Here the account shows its worth. In the terms of A Timeline of Origins, it is a thesis that secures, in theoretical terms, the full humanity of every person alive today. A gradual story, in which full humanity seeps into the species slowly and unevenly, cannot finally do that. It leaves a ragged edge: a stretch of time in which some are in and some are not, in which it is genuinely unclear whether the being in front of you is a person to be loved or a creature to be used. Almost everyone recoils from that, and rightly. We feel, without being taught it, that there is a bright line between a person and an animal, that hunting a whale is not murder, and that putting down a suffering dog is a smaller and different thing than the death of a grandfather. If that line is real, then there was never a living person whose mother was fully human and whose uncle was not.
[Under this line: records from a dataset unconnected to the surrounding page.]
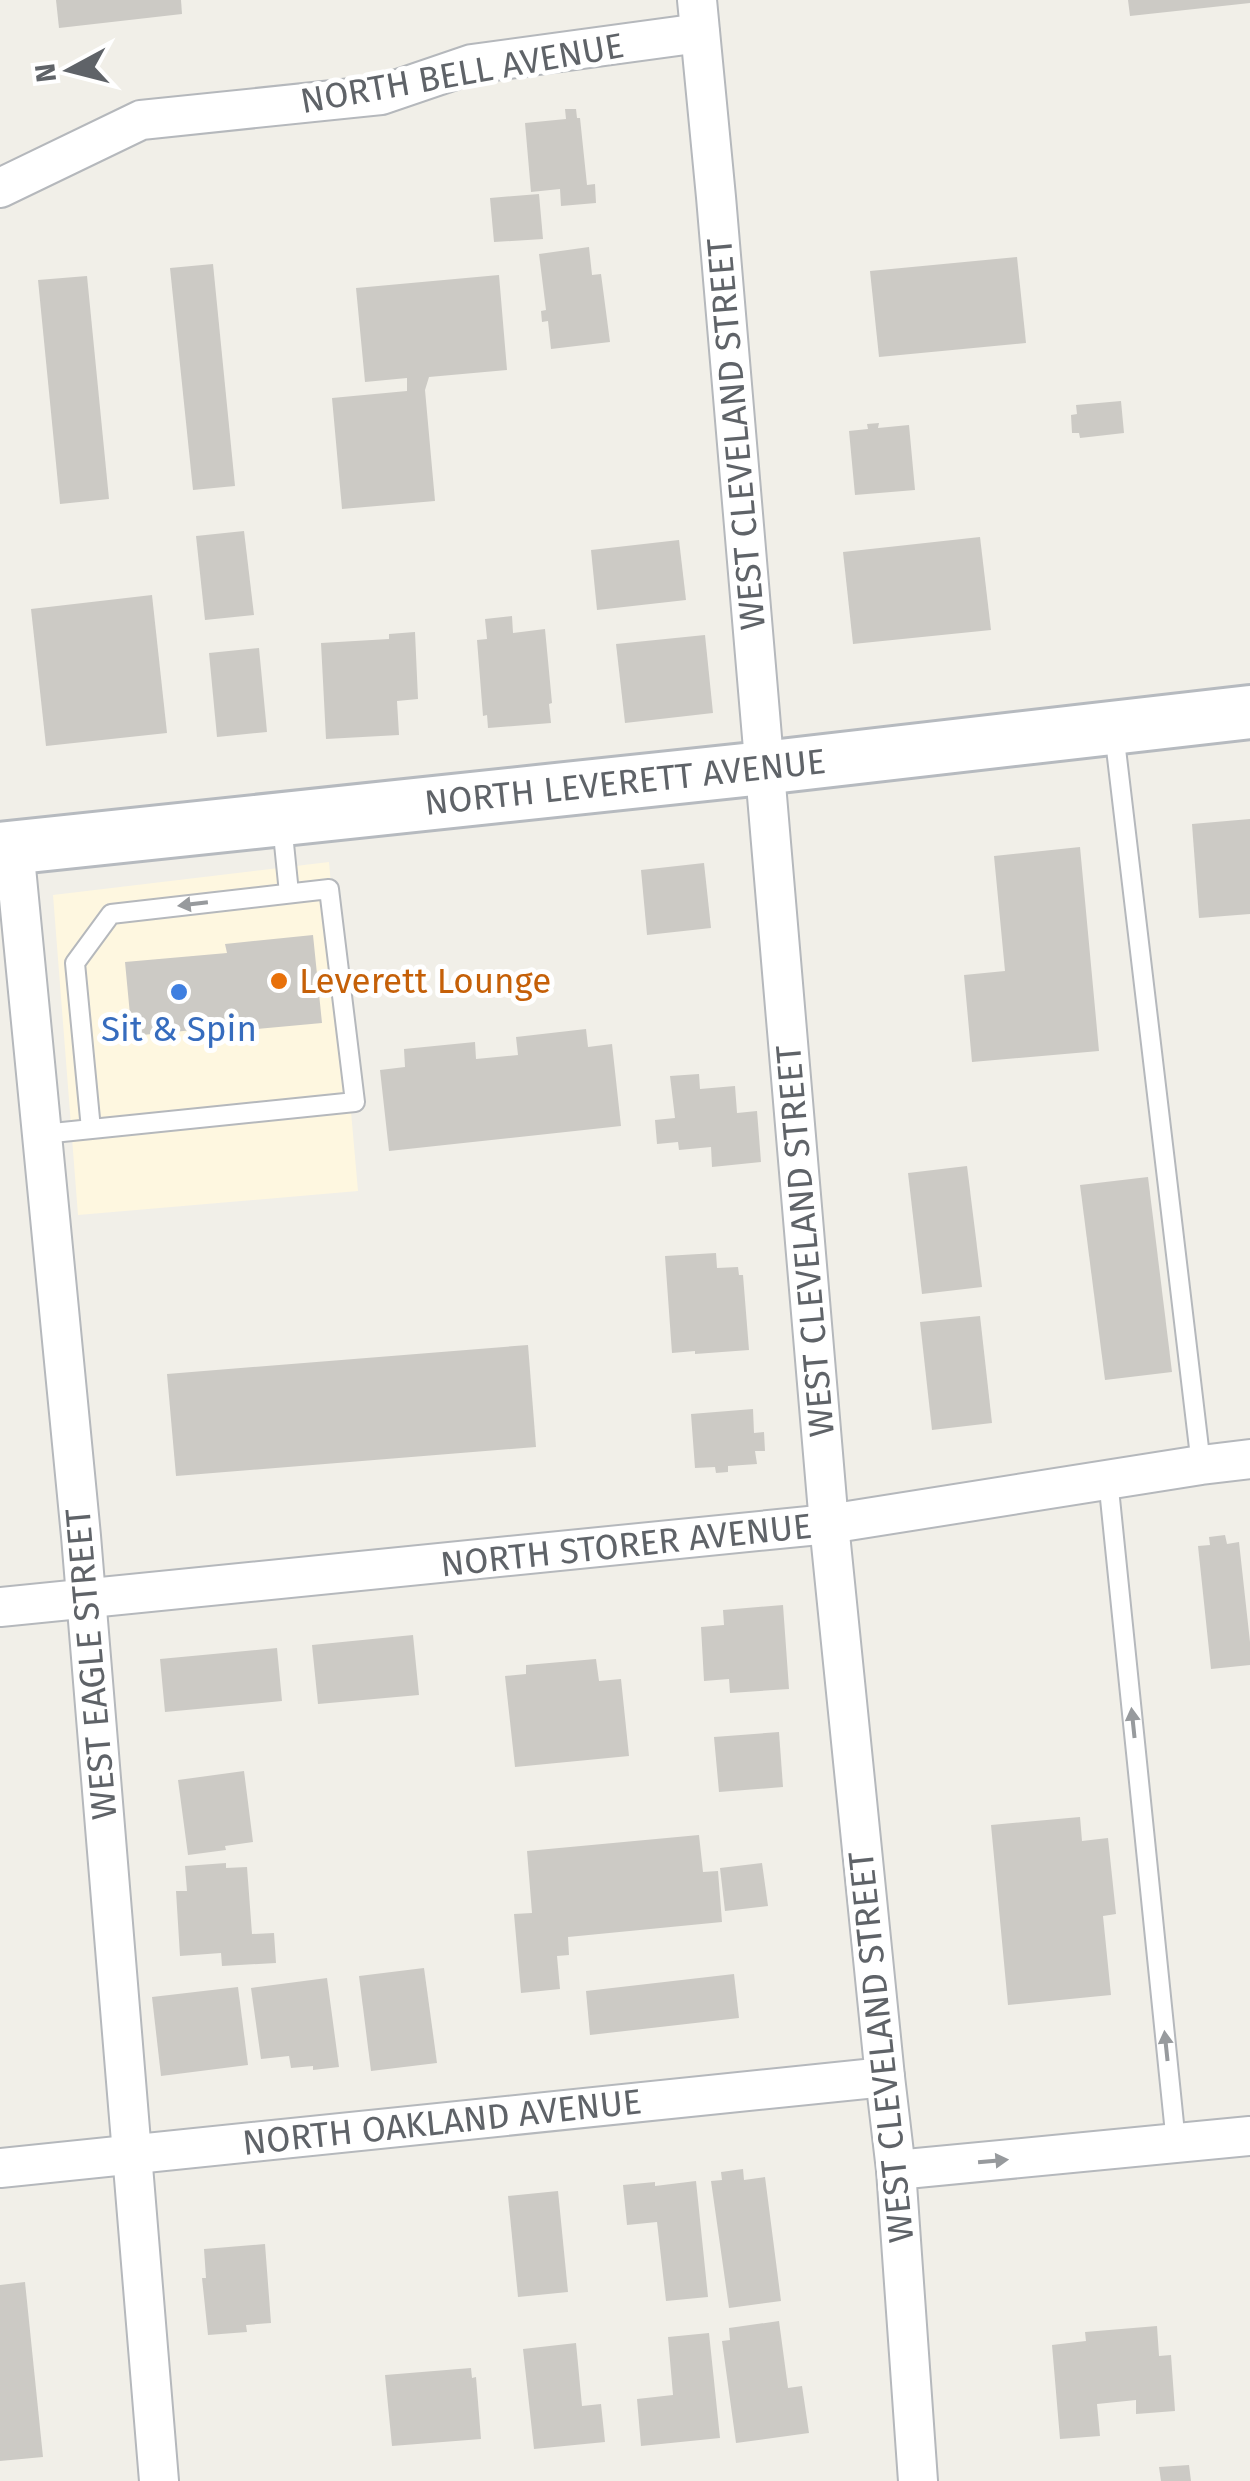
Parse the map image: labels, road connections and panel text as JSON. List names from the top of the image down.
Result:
{
  "streets": {
    "street": [
      "NORTH BELL AVENUE",
      "WEST CLEVELAND STREET",
      "NORTH LEVERETT AVENUE",
      "NORTH STORER AVENUE",
      "WEST EAGLE STREET",
      "NORTH OAKLAND AVENUE"
    ]
  },
  "crossings": [
    ["NORTH BELL AVENUE", "WEST CLEVELAND STREET"],
    ["WEST CLEVELAND STREET", "NORTH LEVERETT AVENUE"],
    ["WEST CLEVELAND STREET", "NORTH STORER AVENUE"],
    ["WEST CLEVELAND STREET", "NORTH OAKLAND AVENUE"],
    ["NORTH LEVERETT AVENUE", "WEST EAGLE STREET"],
    ["NORTH STORER AVENUE", "WEST EAGLE STREET"],
    ["WEST EAGLE STREET", "NORTH OAKLAND AVENUE"]
  ],
  "places": ["Leverett Lounge", "Sit & Spin"],
  "north": "left"
}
The account given here secures exactly that. Because the gift was global and given in an instant, there was never a borderline generation, never a household half in and half out, never a moment when a human being had to wonder whether the people over the next hill were kin in God’s image or fair game. And because it fell on everyone then alive, no people that has walked the earth since, on any continent, however early their ancestors set out, can be thought to have missed it. The account devalues no one. That is not a happy accident bolted on at the end. It is the reason the account takes the shape it does.

The claim, and its limits

As everywhere on this site, the claim is offered with humility. That God worked in just this way cannot be proven, and the timing and the mechanism are a hypothesis, not a dogma. But it is a hypothesis that the logic of this site appears to require. It lets the plain reading of Genesis 4 stand, Cain among real people east of Eden, without paying for it in the coin of anyone’s dignity. It keeps faith with the oldest Christian conviction, that every human being without exception bears the image of God. And it answers the question this page began with, the one the last chapter left standing, in the only way that honours both the text and the people it is about: the people Cain met were fully human, as were all he might have met, and as are all their children to this day.

Developed from the distinction between biological and theological humanity in chapters 1 and 3 of A Timeline of Origins (Michael D. Russell, 2024), engaging Wayne Grudem in Theistic Evolution: A Scientific, Philosophical, and Theological Critique (Crossway, 2017) and Derek Kidner, Genesis (Tyndale, 1967).